No. 70001-22-14-000-2008-00054-01). Y más recientemente, en otro evento concluyó “ la improcedencia del amparo constitucional impetrado, ya que para cuestionar la legalidad de un concurso de méritos para acceder a empleos de carrera administrativa, están establecidas las acciones ante la Jurisdicción Contencioso Administrativo, donde, incluso, se puede solicitar la suspensión del acto cuestionado mientras se define la situación ” (sentencia de tutela de 8 de mayo de 2008, Exp.

No. 7001-22-14-000-2008-00022-01). 2. Ahora, con relación a la aplicación de equivalencias para acceder al cargo de Director Territorial, en ese campo tampoco el juez de tutela tiene competencia, ello corresponde -en principio- al Ministerio accionado; autoridad que con ocasión a la queja constitucional que se otorgó, procedió a contestar el requerimiento, frente al cual el accionante puede interponer los recursos de la vía gubernativa.

Efectivamente, ese organismo con apoyo en la Resolución N° 2837 de 2005 y el Decreto N° 2272 del mismo año y en cumplimiento al fallo de tutela, contestó que la aplicación de equivalencias es de carácter potestativo, que la invitación no trata de un concurso, sino un proceso de selección por méritos, determinación susceptible de los reparos correspondientes, es decir, se cuenta con otro medio diferente a la acción de tutela para el resguardo de los derechos fundamentales que se estiman vulnerados.

En ese orden de ideas no es posible sustituir los instrumentos legales mediante la acción de tutela, porque el Juez constitucional no puede actuar como si fuera la administración misma, ni está para interferir en los procedimientos o para adelantar la definición, en razón del carácter subsidiario y residual de la acción de tutela.
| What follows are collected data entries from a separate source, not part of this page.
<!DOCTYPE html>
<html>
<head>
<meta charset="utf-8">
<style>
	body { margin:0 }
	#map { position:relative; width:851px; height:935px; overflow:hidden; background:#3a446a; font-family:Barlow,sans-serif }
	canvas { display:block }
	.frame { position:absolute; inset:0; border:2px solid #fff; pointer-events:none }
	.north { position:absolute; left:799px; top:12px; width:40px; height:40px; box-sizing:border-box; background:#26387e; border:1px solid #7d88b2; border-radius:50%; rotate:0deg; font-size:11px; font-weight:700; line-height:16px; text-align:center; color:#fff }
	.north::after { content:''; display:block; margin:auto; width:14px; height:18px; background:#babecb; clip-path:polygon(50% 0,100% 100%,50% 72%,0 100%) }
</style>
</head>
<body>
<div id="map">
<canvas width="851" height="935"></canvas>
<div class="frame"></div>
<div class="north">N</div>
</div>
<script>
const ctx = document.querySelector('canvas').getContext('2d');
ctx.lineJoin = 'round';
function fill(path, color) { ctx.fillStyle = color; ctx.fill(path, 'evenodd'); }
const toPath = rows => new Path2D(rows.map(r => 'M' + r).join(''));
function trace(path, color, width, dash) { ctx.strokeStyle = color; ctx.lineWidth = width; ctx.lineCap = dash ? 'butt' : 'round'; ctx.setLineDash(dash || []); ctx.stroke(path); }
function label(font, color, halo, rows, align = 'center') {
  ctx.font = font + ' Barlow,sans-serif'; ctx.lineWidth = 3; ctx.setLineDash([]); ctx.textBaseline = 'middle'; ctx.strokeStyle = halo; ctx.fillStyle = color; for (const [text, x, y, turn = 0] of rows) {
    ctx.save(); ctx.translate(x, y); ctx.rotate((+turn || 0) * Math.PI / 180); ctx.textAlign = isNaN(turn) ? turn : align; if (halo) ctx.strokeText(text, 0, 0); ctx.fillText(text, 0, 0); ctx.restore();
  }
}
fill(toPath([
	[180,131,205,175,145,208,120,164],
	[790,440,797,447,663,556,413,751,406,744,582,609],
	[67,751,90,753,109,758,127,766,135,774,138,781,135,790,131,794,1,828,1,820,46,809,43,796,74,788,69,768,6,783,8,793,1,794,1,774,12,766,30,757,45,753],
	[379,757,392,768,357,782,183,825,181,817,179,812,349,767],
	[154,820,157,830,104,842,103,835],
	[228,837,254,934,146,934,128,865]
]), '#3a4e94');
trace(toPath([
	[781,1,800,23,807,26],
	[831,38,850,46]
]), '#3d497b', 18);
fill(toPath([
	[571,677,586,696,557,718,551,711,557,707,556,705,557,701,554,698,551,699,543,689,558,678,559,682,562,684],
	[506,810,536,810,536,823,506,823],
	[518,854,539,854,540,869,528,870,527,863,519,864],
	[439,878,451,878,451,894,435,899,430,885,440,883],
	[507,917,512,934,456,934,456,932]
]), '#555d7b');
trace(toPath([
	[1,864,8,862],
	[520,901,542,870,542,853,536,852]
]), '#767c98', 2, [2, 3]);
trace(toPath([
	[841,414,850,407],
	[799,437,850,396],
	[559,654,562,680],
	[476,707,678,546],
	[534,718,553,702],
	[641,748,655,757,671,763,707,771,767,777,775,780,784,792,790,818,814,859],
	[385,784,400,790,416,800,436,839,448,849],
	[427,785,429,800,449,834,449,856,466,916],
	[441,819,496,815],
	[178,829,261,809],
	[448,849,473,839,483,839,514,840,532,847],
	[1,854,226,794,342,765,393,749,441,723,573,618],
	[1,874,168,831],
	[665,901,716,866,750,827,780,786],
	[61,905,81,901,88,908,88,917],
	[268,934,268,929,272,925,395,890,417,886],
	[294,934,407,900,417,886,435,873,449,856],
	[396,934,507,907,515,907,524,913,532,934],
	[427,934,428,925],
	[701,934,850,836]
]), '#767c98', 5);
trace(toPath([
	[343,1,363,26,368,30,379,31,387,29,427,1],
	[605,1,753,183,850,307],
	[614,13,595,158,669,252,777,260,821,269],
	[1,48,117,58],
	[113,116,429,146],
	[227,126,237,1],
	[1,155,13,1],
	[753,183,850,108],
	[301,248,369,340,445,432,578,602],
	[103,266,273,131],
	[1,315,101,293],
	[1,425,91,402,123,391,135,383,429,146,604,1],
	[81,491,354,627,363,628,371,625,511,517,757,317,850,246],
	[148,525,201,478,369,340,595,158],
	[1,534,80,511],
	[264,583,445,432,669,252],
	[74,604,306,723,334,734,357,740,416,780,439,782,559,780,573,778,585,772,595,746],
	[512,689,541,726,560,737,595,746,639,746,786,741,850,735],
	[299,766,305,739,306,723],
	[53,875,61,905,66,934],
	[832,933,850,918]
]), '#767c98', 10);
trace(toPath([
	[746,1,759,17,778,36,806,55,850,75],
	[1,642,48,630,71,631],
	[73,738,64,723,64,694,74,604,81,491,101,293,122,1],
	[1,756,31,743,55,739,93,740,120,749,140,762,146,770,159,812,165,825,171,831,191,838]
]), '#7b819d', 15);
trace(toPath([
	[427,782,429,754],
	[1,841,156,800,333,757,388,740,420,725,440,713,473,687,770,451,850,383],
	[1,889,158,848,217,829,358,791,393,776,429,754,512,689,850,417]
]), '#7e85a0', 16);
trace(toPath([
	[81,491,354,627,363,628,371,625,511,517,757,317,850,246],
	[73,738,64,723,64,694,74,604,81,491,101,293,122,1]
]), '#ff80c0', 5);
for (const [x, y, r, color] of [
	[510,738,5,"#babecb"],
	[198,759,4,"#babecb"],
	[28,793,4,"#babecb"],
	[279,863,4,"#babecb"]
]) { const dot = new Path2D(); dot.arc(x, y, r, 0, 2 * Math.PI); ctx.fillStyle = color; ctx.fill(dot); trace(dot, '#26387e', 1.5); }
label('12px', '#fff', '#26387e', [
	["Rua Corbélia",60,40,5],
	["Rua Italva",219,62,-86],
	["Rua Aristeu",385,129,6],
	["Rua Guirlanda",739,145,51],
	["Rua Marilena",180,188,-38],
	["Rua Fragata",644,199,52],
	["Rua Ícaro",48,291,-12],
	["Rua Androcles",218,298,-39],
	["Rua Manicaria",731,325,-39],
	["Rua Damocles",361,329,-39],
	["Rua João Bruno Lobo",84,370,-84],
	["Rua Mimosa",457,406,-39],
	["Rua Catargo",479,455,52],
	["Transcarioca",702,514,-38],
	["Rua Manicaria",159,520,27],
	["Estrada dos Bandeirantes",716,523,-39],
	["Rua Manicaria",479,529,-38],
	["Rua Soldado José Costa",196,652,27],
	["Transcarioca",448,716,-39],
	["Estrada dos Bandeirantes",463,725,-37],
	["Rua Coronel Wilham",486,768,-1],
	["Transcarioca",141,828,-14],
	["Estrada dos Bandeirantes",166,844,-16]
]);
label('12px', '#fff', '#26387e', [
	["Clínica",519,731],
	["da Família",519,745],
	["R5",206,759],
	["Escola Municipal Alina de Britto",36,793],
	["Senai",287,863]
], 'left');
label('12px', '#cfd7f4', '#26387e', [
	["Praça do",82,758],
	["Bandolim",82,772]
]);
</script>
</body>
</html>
En definitiva, como no se advierte un perjuicio irremediable que exija una medida inmediata de protección, ya que las pruebas aportadas no determinan esa situación de urgencia y, además, el actor actualmente desempeña el cargo de Director Territorial con lo cual no se avizora la vulneración de los derechos al trabajo y la estabilidad laboral reforzada invocados.
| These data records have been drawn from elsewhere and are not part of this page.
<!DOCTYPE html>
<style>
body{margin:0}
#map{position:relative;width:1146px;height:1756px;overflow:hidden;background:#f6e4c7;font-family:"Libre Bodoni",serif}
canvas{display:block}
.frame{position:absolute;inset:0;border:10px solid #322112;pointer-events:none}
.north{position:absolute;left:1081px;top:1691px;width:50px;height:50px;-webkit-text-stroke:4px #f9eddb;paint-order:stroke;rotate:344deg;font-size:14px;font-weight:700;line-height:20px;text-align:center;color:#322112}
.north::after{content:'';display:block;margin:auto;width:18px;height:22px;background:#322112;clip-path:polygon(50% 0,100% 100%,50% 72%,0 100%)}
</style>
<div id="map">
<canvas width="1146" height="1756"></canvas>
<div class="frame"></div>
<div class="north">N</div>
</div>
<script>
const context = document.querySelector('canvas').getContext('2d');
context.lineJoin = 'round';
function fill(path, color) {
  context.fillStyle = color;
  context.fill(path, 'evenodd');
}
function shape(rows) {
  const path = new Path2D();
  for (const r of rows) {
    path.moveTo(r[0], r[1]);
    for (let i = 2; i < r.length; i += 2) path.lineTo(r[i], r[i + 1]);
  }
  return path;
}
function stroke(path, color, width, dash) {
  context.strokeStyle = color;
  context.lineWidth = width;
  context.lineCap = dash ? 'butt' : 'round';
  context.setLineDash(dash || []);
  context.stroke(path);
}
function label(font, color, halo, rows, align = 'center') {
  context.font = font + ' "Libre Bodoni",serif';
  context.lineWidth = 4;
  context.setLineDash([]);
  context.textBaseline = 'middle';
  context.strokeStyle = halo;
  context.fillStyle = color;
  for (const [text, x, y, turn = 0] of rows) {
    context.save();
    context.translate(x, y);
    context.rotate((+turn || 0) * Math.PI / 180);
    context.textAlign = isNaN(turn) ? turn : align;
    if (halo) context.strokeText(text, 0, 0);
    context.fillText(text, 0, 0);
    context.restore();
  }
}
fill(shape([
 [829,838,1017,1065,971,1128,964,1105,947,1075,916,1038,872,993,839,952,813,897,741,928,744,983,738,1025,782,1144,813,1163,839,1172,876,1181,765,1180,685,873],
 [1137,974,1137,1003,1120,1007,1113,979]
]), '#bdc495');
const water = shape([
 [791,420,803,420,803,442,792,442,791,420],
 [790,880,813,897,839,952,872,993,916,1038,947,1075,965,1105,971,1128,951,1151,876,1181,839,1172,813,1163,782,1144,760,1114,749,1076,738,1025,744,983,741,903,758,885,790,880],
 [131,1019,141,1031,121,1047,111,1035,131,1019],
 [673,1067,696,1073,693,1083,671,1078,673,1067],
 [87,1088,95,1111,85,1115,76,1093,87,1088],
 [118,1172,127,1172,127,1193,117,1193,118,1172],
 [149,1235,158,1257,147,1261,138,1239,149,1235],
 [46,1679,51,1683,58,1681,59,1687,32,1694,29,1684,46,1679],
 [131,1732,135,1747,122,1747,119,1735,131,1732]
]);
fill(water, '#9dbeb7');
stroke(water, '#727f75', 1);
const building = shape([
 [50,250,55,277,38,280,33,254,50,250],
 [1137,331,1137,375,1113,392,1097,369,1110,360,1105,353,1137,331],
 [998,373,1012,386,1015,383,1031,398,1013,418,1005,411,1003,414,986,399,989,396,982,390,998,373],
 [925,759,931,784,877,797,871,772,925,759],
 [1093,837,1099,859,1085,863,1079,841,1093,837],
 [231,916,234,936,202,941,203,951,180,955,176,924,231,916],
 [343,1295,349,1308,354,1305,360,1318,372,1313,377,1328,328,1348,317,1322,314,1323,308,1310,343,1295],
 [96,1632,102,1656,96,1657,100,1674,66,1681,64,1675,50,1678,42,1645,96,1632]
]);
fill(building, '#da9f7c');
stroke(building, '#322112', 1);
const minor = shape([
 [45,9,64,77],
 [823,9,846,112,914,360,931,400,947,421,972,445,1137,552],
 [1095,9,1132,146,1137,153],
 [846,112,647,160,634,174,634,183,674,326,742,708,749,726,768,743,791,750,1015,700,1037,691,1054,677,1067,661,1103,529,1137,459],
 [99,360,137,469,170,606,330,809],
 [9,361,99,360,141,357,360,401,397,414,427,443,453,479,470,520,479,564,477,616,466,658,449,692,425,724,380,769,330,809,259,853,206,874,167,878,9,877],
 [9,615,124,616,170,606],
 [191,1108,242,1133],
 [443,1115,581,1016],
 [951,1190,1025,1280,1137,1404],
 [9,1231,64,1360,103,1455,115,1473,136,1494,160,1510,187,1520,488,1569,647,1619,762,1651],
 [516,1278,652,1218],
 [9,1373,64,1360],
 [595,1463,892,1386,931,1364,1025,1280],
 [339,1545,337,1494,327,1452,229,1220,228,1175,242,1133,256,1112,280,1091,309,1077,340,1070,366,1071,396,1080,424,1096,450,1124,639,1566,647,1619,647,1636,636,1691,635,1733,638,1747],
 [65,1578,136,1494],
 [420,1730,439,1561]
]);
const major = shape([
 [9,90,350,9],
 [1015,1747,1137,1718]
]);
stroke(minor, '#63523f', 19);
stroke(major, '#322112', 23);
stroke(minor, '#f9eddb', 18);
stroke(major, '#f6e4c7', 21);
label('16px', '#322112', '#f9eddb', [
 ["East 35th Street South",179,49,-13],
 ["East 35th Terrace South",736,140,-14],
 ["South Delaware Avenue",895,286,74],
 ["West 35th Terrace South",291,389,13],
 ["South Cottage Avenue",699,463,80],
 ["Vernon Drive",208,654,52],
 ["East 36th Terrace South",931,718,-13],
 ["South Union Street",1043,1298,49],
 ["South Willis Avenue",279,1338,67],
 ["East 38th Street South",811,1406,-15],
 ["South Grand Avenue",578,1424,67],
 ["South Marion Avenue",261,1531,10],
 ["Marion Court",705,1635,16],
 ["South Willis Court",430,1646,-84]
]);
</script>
De ese modo, se confirmará el fallo impugnado. DECISIÓN En mérito de lo expuesto la Corte Suprema de Justicia, en Sala de Casación Civil, administrando justicia en nombre de la República y por autoridad de la ley, CONFIRMA la sentencia de tutela de fecha y procedencia preanotadas. Comuníquese telegráficamente esta decisión a los interesados y, de no ser impugnada, envíese a la Corte Constitucional para su eventual revisión. EDGARDO VILLAMIL PORTILLA JAIME ALBERTO ARRUBLA PAUCAR RUTH MARINA DÍAZ RUEDA FERNANDO GIRALDO GUTIÉRREZ PEDRO OCTAVIO MUNAR CADENA WILLIAM NAMÉN VARGAS ARTURO SOLARTE RODRIGUEZ 9 E.V.P. Exp.